It's rather important to secure cloud-based AI systems, especially when they they use sensitive data like photos or medical records. To date, though, that hasn't been very practical -- encrypting the data can render machine learning systems so slow as to be virtually unusable. MIT thankfully has a solution in the form of GAZELLE, a technology that promises to encrypt convolutional neural networks without a dramatic slowdown. The key was to meld two existing techniques in a way that avoids the usual bottlenecks those methods create.
To start, users uploading data to the AI rely on a "garbled circuits" approach that takes their input and sends two distinct inputs to each side of the conversation, hiding data for both the user and the neural network while making the relevant output accessible. That approach would normally be too intensive if it was used for the entire system, though, so MIT uses homomorphic encryption (which both takes and produces encrypted data) for the more demanding computation layers before sending it back to the user. The homomorphic method has to introduce noise in order to work, though, so it's limited to crunching one layer at a time before transmitting info. In short: MIT is splitting the workload based on what each side does best.

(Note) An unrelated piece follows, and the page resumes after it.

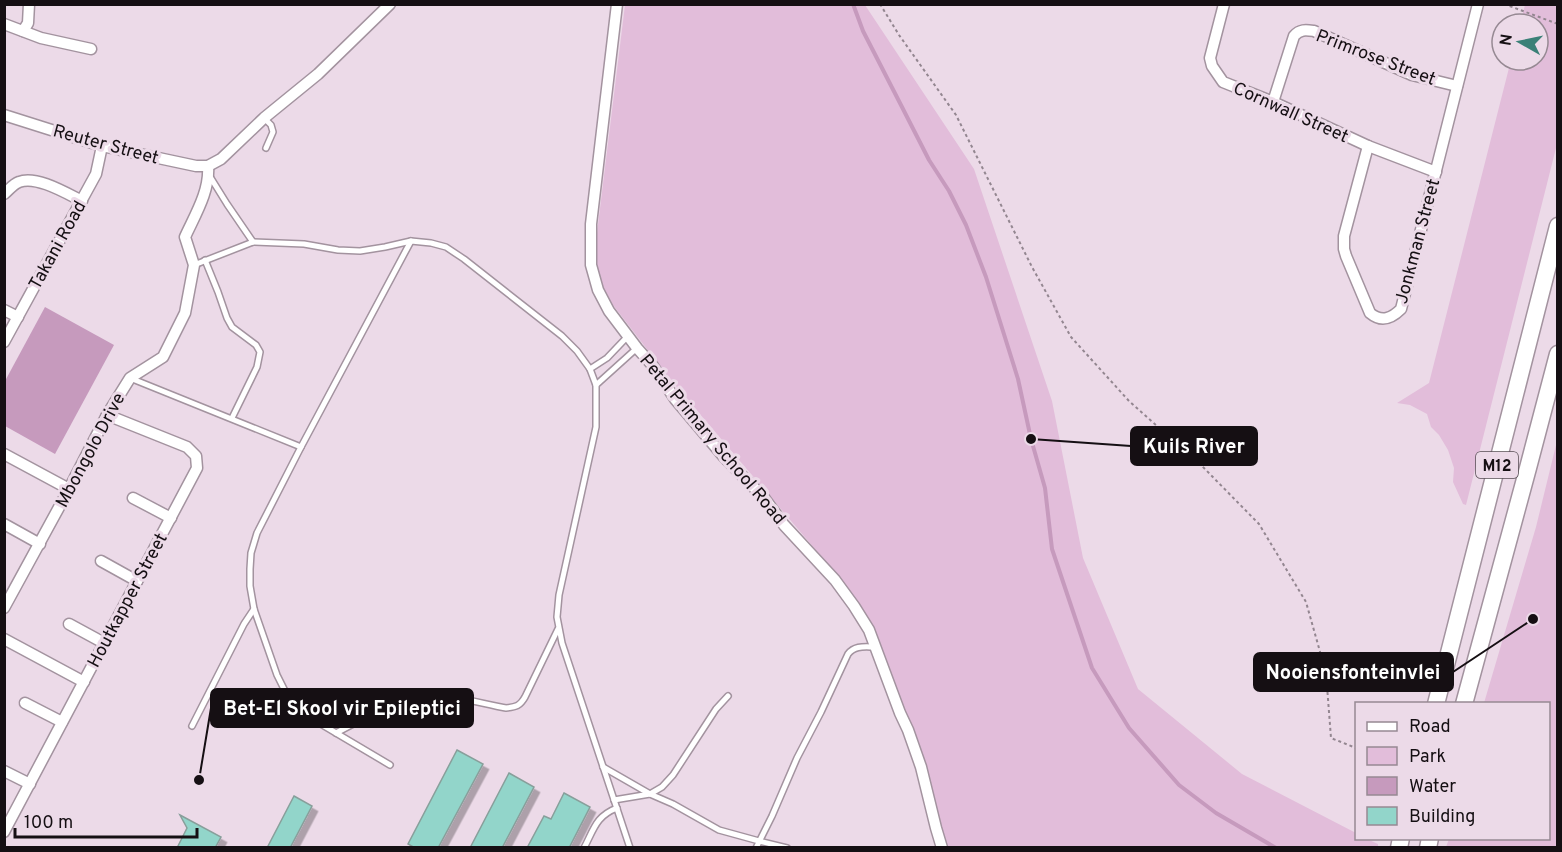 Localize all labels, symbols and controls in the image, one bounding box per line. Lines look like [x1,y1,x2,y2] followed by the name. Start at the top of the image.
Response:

The result leads to performance up to 30 times speedier than what you'd get from conventional methods, and promises to shrink the needed network bandwidth by "an order of magnitude," according to MIT. That could lead to more uses of internet-based neural networks for handling vital info, rather than forcing companies and institutions to either build expensive local equivalents or forget AI-based systems altogether. Hospitals could teach AI to spot medical issues in MRI scans, for example, and share that technology with others without exposing patient data.